▶ _Task to carry out_: Only certain lines below are wanted: those starting at the line containing "I am building" and ending at the line containing "Give me a JSON", both included, each retyped exactly.

▶ _Exercise input_:
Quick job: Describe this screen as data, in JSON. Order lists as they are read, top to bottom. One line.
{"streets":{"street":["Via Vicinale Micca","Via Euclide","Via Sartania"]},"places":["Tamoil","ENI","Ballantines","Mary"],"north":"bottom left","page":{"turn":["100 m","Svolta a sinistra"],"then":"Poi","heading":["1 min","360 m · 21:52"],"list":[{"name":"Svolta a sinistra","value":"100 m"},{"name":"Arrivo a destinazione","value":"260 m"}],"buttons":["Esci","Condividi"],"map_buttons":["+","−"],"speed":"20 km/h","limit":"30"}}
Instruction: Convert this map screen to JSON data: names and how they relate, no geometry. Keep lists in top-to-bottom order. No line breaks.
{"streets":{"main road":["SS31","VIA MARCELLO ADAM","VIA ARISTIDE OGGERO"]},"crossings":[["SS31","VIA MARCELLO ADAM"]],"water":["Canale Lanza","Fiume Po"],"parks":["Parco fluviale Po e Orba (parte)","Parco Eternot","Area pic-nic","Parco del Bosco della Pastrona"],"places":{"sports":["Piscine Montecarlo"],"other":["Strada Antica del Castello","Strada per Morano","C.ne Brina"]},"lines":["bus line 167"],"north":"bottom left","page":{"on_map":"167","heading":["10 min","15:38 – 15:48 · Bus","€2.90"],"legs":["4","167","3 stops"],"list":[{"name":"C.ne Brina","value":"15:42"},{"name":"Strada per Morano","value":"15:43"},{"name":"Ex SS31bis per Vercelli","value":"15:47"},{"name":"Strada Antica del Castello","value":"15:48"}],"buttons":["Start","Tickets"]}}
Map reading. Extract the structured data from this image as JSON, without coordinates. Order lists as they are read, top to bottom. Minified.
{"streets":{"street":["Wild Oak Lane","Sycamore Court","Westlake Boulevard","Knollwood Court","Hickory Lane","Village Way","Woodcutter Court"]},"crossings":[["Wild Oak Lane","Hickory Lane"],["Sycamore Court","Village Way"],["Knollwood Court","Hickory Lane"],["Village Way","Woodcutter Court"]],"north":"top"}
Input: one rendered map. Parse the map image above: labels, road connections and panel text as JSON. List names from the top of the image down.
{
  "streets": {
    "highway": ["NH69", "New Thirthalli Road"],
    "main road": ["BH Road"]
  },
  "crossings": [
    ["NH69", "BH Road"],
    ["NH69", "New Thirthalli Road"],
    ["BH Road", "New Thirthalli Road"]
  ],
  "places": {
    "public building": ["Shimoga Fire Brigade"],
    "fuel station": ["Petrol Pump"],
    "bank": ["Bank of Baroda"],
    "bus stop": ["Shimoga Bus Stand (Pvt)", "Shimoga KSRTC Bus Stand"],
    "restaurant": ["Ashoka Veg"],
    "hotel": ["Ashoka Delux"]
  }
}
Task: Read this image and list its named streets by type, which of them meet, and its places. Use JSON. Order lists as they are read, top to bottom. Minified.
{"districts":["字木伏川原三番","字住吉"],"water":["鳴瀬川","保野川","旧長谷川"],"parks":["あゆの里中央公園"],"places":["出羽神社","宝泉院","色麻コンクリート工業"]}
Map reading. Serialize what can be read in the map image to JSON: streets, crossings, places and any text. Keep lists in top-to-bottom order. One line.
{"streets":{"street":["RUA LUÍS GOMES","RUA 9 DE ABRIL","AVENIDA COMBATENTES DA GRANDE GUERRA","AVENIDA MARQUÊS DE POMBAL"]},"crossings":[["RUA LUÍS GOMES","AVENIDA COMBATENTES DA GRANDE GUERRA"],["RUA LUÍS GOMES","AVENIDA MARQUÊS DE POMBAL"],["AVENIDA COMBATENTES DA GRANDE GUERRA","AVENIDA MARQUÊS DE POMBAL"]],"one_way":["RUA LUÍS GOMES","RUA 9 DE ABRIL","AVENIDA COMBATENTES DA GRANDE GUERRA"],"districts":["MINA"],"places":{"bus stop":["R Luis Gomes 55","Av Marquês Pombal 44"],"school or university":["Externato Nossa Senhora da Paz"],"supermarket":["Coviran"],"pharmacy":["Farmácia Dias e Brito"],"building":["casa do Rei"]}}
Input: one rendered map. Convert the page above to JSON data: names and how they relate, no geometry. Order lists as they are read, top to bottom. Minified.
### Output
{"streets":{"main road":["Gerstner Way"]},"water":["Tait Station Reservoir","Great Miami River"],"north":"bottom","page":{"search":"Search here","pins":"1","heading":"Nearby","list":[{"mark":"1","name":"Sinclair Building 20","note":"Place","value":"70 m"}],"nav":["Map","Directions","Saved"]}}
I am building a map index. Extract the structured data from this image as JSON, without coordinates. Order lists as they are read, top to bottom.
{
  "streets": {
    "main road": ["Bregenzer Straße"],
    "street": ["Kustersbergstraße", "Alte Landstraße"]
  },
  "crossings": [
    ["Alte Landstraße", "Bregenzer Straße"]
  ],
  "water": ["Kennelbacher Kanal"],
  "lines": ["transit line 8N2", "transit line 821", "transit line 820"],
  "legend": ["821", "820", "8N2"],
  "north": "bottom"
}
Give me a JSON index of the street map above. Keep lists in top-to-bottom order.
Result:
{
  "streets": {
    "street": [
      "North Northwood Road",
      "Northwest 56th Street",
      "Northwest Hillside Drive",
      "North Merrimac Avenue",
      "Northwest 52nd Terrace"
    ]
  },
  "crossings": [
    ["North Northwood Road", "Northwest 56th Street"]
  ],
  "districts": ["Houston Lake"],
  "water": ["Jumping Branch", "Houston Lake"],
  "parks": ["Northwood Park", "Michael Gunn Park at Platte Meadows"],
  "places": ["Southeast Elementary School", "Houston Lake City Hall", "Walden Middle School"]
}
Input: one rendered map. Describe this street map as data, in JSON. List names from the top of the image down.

▶ _The completed task_:
I am building a map index. Extract the structured data from this image as JSON, without coordinates. Order lists as they are read, top to bottom.
{
  "streets": {
    "main road": ["Bregenzer Straße"],
    "street": ["Kustersbergstraße", "Alte Landstraße"]
  },
  "crossings": [
    ["Alte Landstraße", "Bregenzer Straße"]
  ],
  "water": ["Kennelbacher Kanal"],
  "lines": ["transit line 8N2", "transit line 821", "transit line 820"],
  "legend": ["821", "820", "8N2"],
  "north": "bottom"
}
Give me a JSON index of the street map above. Keep lists in top-to-bottom order.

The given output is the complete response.